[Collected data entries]
= = =

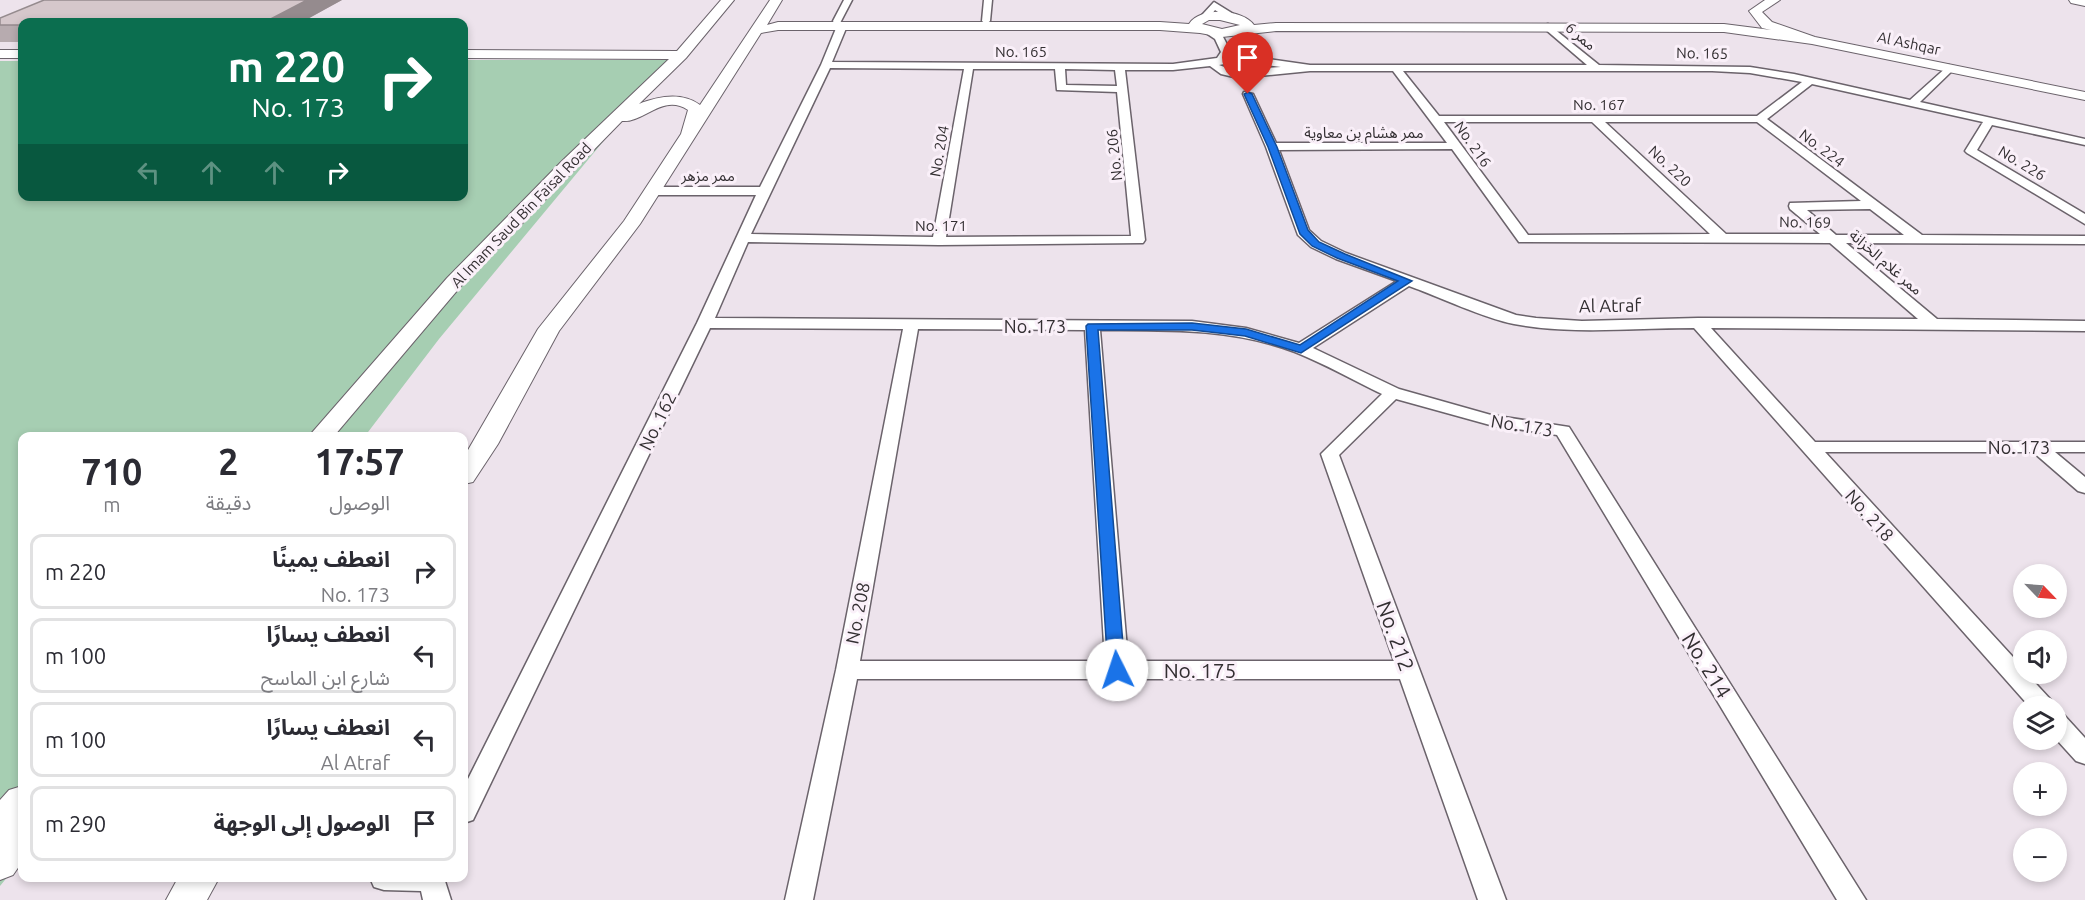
<!DOCTYPE html>
<html lang="ar">
<meta charset="utf-8">
<style>
:root{--surface:#fff;--page:#f2f2f3;--text:#2b2b33;--muted:#7c7c81;--line:#e1e1e2}
body{margin:0;font-family:Ubuntu,"Noto Sans Arabic",sans-serif;background:var(--page);color:var(--text);direction:rtl;height:100vh;display:flex;flex-direction:column;font-size:22px;white-space:nowrap}
*{box-sizing:border-box;margin:0}
p{font-size:20px;color:var(--muted)}
.icon{flex:none;width:33px;height:33px;fill:none;stroke:currentColor;stroke-width:2;stroke-linecap:round;stroke-linejoin:round}
.map{position:relative;flex:1;overflow:hidden;direction:ltr}
.sheet{position:absolute;left:18px;top:432px;width:450px;height:450px;display:flex;flex-direction:column;background:var(--surface);border-radius:12px;box-shadow:0 3px 9px #0003;direction:rtl}
.sheet>*{flex:none}
.hud{position:absolute;left:18px;top:18px;width:450px;height:183px;border-radius:12px;box-shadow:0 3px 9px #0003;direction:rtl;background:#0b6e4f;color:#fff;overflow:hidden}
.needle{width:39px;rotate:115deg}
.fabs{position:absolute;left:2013px;top:564px;display:grid;gap:12px}
.fabs a{display:grid;place-items:center;width:54px;height:54px;border-radius:50%;background:var(--surface);box-shadow:0 3px 9px #0003;font-size:30px}
.pin{position:absolute;display:grid;place-items:center;width:51px;height:51px;color:#fff;margin:-62px -26px;border-radius:50% 50% 50% 0;rotate:-45deg;box-shadow:0 0 6px #0007}
.pin .icon{rotate:45deg}
.me{position:absolute;width:66px;margin:-33px;rotate:356deg;stroke-linejoin:round;filter:drop-shadow(0 0 4px #0008)}
.turn{display:flex;align-items:center;gap:21px;height:126px;padding:0 24px;font-size:27px}
.turn .icon{width:78px;height:78px;stroke-width:2.5}
.turn b{display:block;font-size:42px;line-height:51px}
.lanes{display:flex;align-items:center;height:57px;padding:0 24px;background:#0003;justify-content:center;gap:30px;direction:ltr}
.lanes .off{opacity:.35}
.eta{display:flex;justify-content:space-evenly;align-items:center;height:102px;text-align:center}
.eta b{font-size:36px;font-weight:700;line-height:42px}
ul{padding:0;list-style:none}
li{display:flex;align-items:center;gap:18px;height:75px;margin:0 12px 9px;padding:0 12px;border:3px solid var(--line);border-radius:12px}
li div{flex:1}
li b{display:block;font-size:22px}
li em{font-style:normal}
.map>svg:first-child{display:block}
.green{fill:#a6ceb2}
.lines{fill:none;stroke-linecap:round;stroke-linejoin:round}
.street-casing{stroke:#6b636b;stroke-width:3}
.secondary-casing{stroke:#6b636b;stroke-width:2}
.street{fill:#fff;fill-rule:evenodd}
.secondary{fill:#fff;fill-rule:evenodd}
.wall{fill:#b7abaf}
.shaded-wall{fill:#958b8e}
.building{fill:#d5c7cb;stroke:#958b8e;stroke-width:1.5}
.route{fill:#1a73e8;stroke:#114b97;stroke-width:1.5}
.labels{text-anchor:middle;dominant-baseline:central;stroke-width:6;stroke-linejoin:round;paint-order:stroke}
.far-street-label{font-size:15px;fill:#332f32;stroke:#faf0f9}
.street-label{font-size:18px;fill:#332f32;stroke:#faf0f9}
.near-street-label{font-size:21px;fill:#332f32;stroke:#faf0f9}
</style>
<div class="map">
<svg width="2085" height="900" viewBox="0 0 2085 900">
<rect width="100%" height="100%" fill="#ede3ec"/>
<path class="green" d="M464 60H671L439 339 365 436H22V859L0 886V61H22V196H464Z"/>
<g class="lines">
<g class="street-casing">
<path id="street" d="M844 0H852L840 23H834L833 21Z
M984 0H992L990 21 986 24 982 21Z
M1214 2 1235 15V19H1229L1215 10 1208 19H1202V15Z
M842 23 847 26 832 62 1173 64 1217 58 1221 52 1215 39 1203 31 1208 28 1222 35 1231 52 1228 57 1240 55 1310 65H1587L1545 29V25L1548 24 1599 65 1750 67 1794 74 1910 100 1949 65 1954 68 1953 70 1920 102 2085 139V145L1992 125 1977 150 2085 214V224L1967 153 1965 151 1983 122 1812 84 1767 119 1922 235 2085 236V244L1846 243 1937 319 2085 321V331L1711 328 1815 442H2085V452H2055L2085 477V493L2078 491 2033 452H1825L2024 669V674H2027L2051 700 2054 706H2029L1694 328C1634 328 1573 335 1514 324 1483 318 1440 297 1409 286L1313 348 1399 389 1491 415 1569 427 1866 900H1837L1557 435 1490 425 1396 399 1339 455 1506 900H1478L1400 679H857L813 900H785L836 670 903 329 710 328 473 820 464 823V787L697 323 756 195H653L647 191 653 187H760L821 65 837 26ZM1240 61 1251 63 1258 68 1238 72 1219 65ZM1266 65 1281 67 1267 68ZM1210 66 1221 74 1238 78 1310 71H1393L1447 143H1276L1253 94 1244 92 1243 94 1266 147 1298 235 1311 247 1336 259 1397 281 1299 343 1246 328 1192 321 715 318 748 242 939 245 1143 243 1145 240 1125 70H1173ZM830 68 964 69 933 237 751 234ZM973 69H1055L1057 90 1117 92 1131 236 946 237ZM1065 69 1115 70 1117 86 1066 85ZM1403 71H1712L1750 73 1802 82 1757 116H1439ZM1444 122H1592L1710 234 1528 235ZM1605 122H1757L1861 201 1790 203 1789 206 1790 209 1820 234H1726ZM1452 149 1519 242 1830 243 1918 319 1698 318 1582 321 1536 318 1516 315 1346 253 1321 241 1309 230 1279 150ZM1870 209 1904 235H1836L1807 210ZM918 329 1085 330 1105 661H860ZM1100 330C1166 330 1232 328 1295 352 1325 364 1353 380 1382 394L1321 454 1394 661H1128Z
M2056 713 2064 715 2085 738V764L2076 761 2056 739Z
M186 878H215L211 887 201 890 190 887Z
M370 878H444L451 900H423L421 891 384 890 374 887Z"/>
</g>
<g class="secondary-casing">
<path id="secondary" d="M721 0H734L686 58 639 104C659 96 682 92 700 105L770 0H782L767 25 778 22H1160L1189 24C1200 6 1243 9 1254 25L1276 23 1724 24 1771 30 1762 28 1749 11 1765 0H1780L1762 12 1772 22 1815 37 2085 92V100L1812 44 1724 32 1276 31 1222 37 1200 33 1160 30H778L761 33 640 224 559 331 498 444 473 482 464 484V457L538 329 624 221 681 134 688 110C663 93 644 123 622 121L461 286 334 436H309L447 278 562 161 669 59 464 58V50L677 51ZM1209 20H1220L1240 25 1222 29 1202 24Z
M2069 0H2085V6L2071 3Z
M0 50H22V58H0Z
M22 786V862L13 875 0 880V800L9 790Z
M178 878H219L207 900H166Z"/>
</g>
<use href="#street" class="street"/>
<use href="#secondary" class="secondary"/>
</g>
<path class="wall" d="M342 0 302 22H22V42H0V18Z"/>
<path class="shaded-wall" d="M307 0H342L302 22H265Z"/>
<path class="building" d="M44 0H307L265 22H22V25H0V18Z"/>
<path class="route" d="M1248 92 1252 94 1277 147 1308 230 1319 242 1345 254 1412 281 1301 353 1245 336 1192 330H1098L1125 670 1123 674 1117 676 1111 674 1108 670 1086 326 1088 324 1192 323 1246 329 1300 345 1398 281 1337 258 1312 246 1300 234 1268 147 1244 94Z"/>
<g class="labels">
<g class="far-street-label">
<text transform="translate(1581 36) rotate(40)">ممر 6</text>
<text transform="translate(1909 43) rotate(12)">Al Ashqar</text>
<text x="1021" y="51">No. 165</text>
<text transform="translate(1702 53) rotate(1)">No. 165</text>
<text x="1599" y="104">No. 167</text>
<text x="1364" y="132">ممر هشام بن معاوية</text>
<text transform="translate(1473 144) rotate(55)">No. 216</text>
<text transform="translate(1822 148) rotate(37)">No. 224</text>
<text transform="translate(939 151) rotate(-80)">No. 204</text>
<text transform="translate(1114 155) rotate(-96)">No. 206</text>
<text transform="translate(2022 163) rotate(31)">No. 226</text>
<text transform="translate(1670 166) rotate(43)">No. 220</text>
<text x="708" y="175">ممر مزهر</text>
<text transform="translate(521 215) rotate(-46)">Al Imam Saud Bin Faisal Road</text>
<text transform="translate(1805 222) rotate(1)">No. 169</text>
<text x="941" y="225">No. 171</text>
<text transform="translate(1886 262) rotate(41)">ممر غلام الخزانة</text>
</g>
<g class="street-label">
<text transform="translate(1610 305) rotate(-1)">Al Atraf</text>
<text x="1035" y="326">No. 173</text>
<text transform="translate(657 421) rotate(-64)">No. 162</text>
<text transform="translate(1522 425) rotate(9)">No. 173</text>
<text x="2019" y="447">No. 173</text>
<text transform="translate(1870 515) rotate(48)">No. 218</text>
<text transform="translate(857 613) rotate(-79)">No. 208</text>
</g>
<g class="near-street-label">
<text transform="translate(1396 636) rotate(70)">No. 212</text>
<text transform="translate(1707 665) rotate(58)">No. 214</text>
<text x="1200" y="670">No. 175</text>
</g>
</g>
</svg>
<div class="fabs">
<a><svg class="needle" viewBox="-14 -14 28 28"><path d="M0-13l5 13h-10z" fill="#e53935"/><path d="M0 13l5-13h-10z" fill="#7c7c81"/></svg></a>
<a><svg class="icon" aria-label="sound" viewBox="0 0 24 24"><path d="M4 9h4l5-4v14l-5-4H4zM17 9q2 3 0 6"/></svg></a>
<a><svg class="icon" aria-label="layers" viewBox="0 0 24 24"><path d="M12 4l9 5-9 5-9-5zM3 14l9 5 9-5"/></svg></a>
<a>+</a>
<a>−</a>
</div>
<div class="pin" style="left:1248px;top:94px;background:#d93025"><svg class="icon" aria-label="arrive" viewBox="0 0 24 24"><path d="M6 21V4h12l-3 4 3 4H6"/></svg></div>
<svg class="me" style="left:1117px;top:670px" viewBox="-20 -20 40 40"><circle r="19" fill="#fff"/><path d="M0-13L10 11 0 6-10 11z" fill="#1a73e8"/></svg>
<div class="hud">
<div class="turn"><svg class="icon" aria-label="right" viewBox="0 0 24 24"><path d="M7 20v-9h11M14 6l5 5-5 5"/></svg><div><b>220 m</b>No. 173</div></div>
<div class="lanes"><svg class="icon off" aria-label="left" viewBox="0 0 24 24"><path d="M17 20v-9H6M10 6l-5 5 5 5"/></svg><svg class="icon off" aria-label="ahead" viewBox="0 0 24 24"><path d="M12 20V5M6 11l6-6 6 6"/></svg><svg class="icon off" aria-label="ahead" viewBox="0 0 24 24"><path d="M12 20V5M6 11l6-6 6 6"/></svg><svg class="icon" aria-label="right" viewBox="0 0 24 24"><path d="M7 20v-9h11M14 6l5 5-5 5"/></svg></div>
</div>
<section class="sheet">
<div class="eta">
<div><b>17:57</b><p>الوصول</p></div>
<div><b>2</b><p>دقيقة</p></div>
<div><b>710</b><p>m</p></div>
</div>
<ul>
<li><svg class="icon" aria-label="right" viewBox="0 0 24 24"><path d="M7 20v-9h11M14 6l5 5-5 5"/></svg><div><b>انعطف يمينًا</b><p>No. 173</p></div><em>220 m</em></li>
<li><svg class="icon" aria-label="left" viewBox="0 0 24 24"><path d="M17 20v-9H6M10 6l-5 5 5 5"/></svg><div><b>انعطف يسارًا</b><p>شارع ابن الماسح</p></div><em>100 m</em></li>
<li><svg class="icon" aria-label="left" viewBox="0 0 24 24"><path d="M17 20v-9H6M10 6l-5 5 5 5"/></svg><div><b>انعطف يسارًا</b><p>Al Atraf</p></div><em>100 m</em></li>
<li><svg class="icon" aria-label="arrive" viewBox="0 0 24 24"><path d="M6 21V4h12l-3 4 3 4H6"/></svg><div><b>الوصول إلى الوجهة</b></div><em>290 m</em></li>
</ul>
</section>
</div>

= = =

#### EXERCISE DESCRIPTION:
From the records above, pull out every line containing the word "surface".

#### TASK ANSWER:
:root{--surface:#fff;--page:#f2f2f3;--text:#2b2b33;--muted:#7c7c81;--line:#e1e1e2}
.sheet{position:absolute;left:18px;top:432px;width:450px;height:450px;display:flex;flex-direction:column;background:var(--surface);border-radius:12px;box-shadow:0 3px 9px #0003;direction:rtl}
.fabs a{display:grid;place-items:center;width:54px;height:54px;border-radius:50%;background:var(--surface);box-shadow:0 3px 9px #0003;font-size:30px}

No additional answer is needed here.